Arie memandang Mina dengan tatapan terharu. Sementara itu Mina yang sudah sadarkan diri tapi masih terasa lemas, hanya bisa melirik Kakak Iparnya dan tersenyum.

"Maafkan aku, aku tidak bermaksud membuat kalian takut," ucap Mina, bergumam pelan.

Namun Azel langsung mengatakan hal tersebut dengan lantang agar Sarah dan Eden bisa mendengarnya dengan baik.

Arie hanya bisa memaklumi tindakan tersebut. Karena yang berhadapan dengan Mina adalah Bos Mafia yang memiliki koneksi terbesar di kota ini.

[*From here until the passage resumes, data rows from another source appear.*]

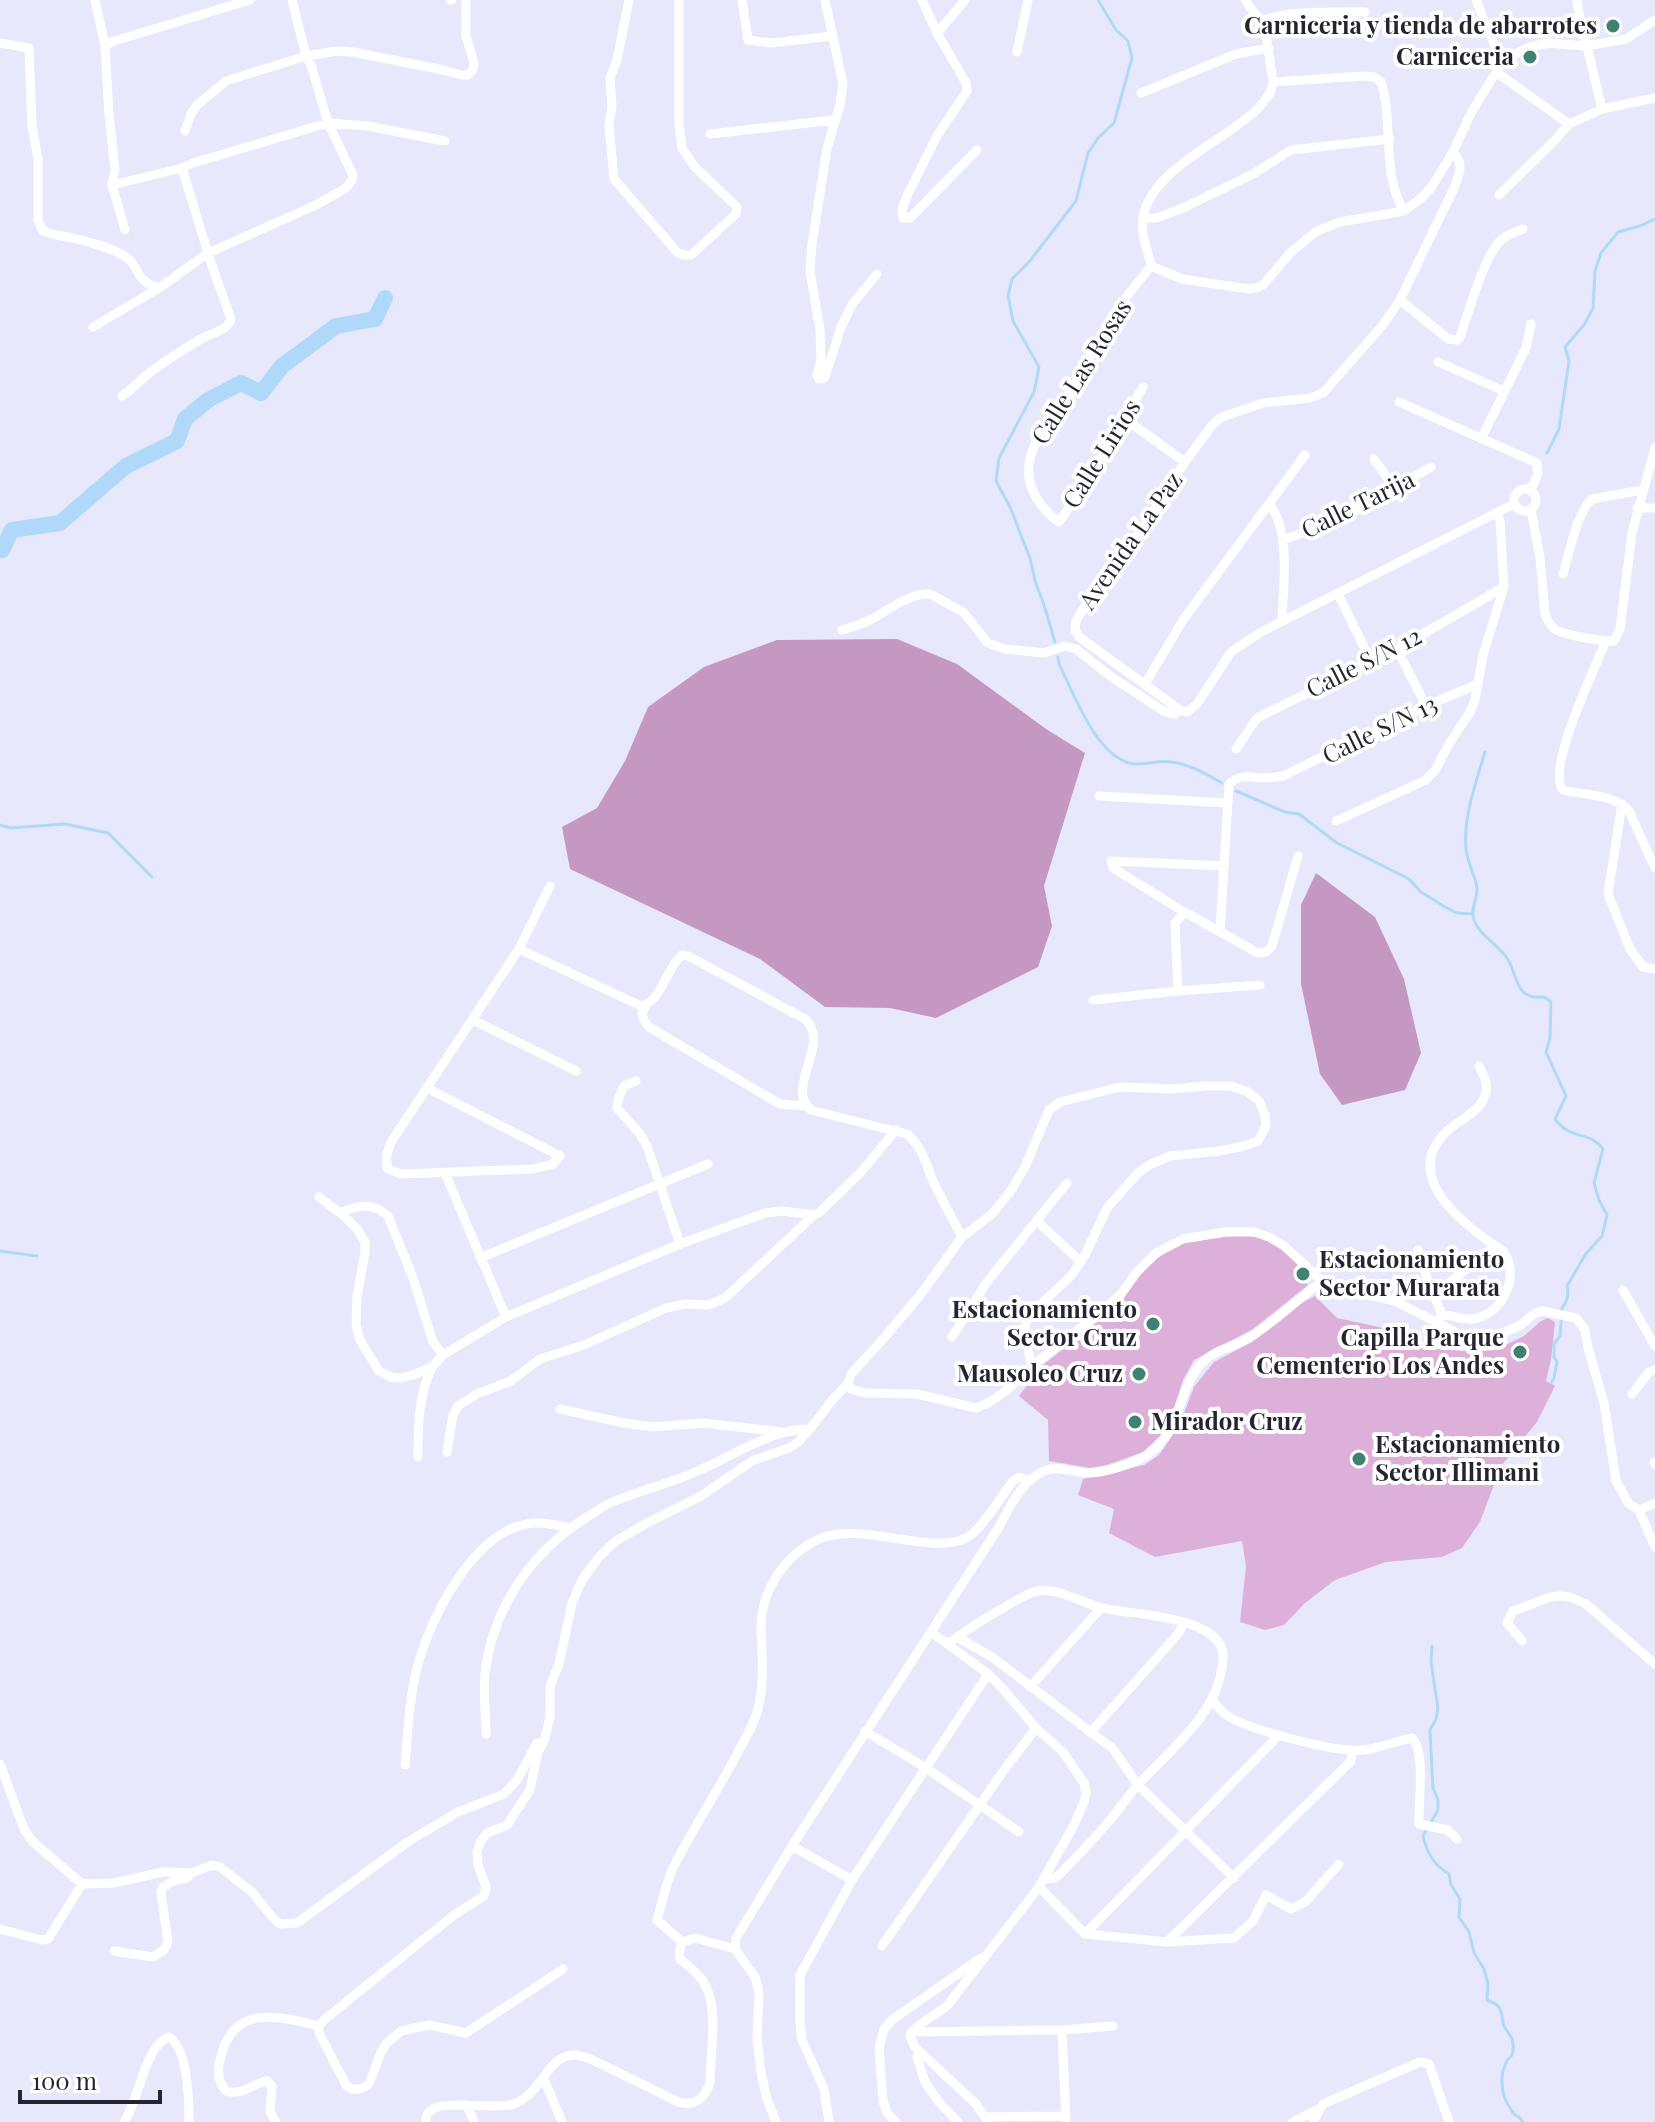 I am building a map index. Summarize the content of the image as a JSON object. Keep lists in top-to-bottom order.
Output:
{
  "streets": {
    "street": [
      "Calle Las Rosas",
      "Calle Lirios",
      "Calle Tarija",
      "Avenida La Paz",
      "Calle S/N 12",
      "Calle S/N 13"
    ]
  },
  "crossings": [
    ["Calle Las Rosas", "Calle Lirios"]
  ],
  "places": [
    "Carniceria y tienda de abarrotes",
    "Carniceria",
    "Estacionamiento Sector Murarata",
    "Estacionamiento Sector Cruz",
    "Capilla Parque Cementerio Los Andes",
    "Mausoleo Cruz",
    "Mirador Cruz",
    "Estacionamiento Sector Illimani"
  ],
  "scale_bar": "100 m"
}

"Bawalah Mina masuk ke dalam. Sebentar lagi Dokter Rara akan datang untuk memeriksanya." Arie menatap wajah Sarah dan Eden setelah memerintahkan Azel masuk terlebih dahulu.

"Kalian, ada yang ingin Tante bicarakan. Tapi makanlah dan mandi terlebih dahulu. Setelah itu kita baru berbincang tentang beberapa hal," ucap Arie, mendadak menjadi begitu serius.

"Baiklah, Tante. Kami akan menceritakan semuanya jika memang Anda ingin mendengarnya."

"Bagus. Masuklah ...."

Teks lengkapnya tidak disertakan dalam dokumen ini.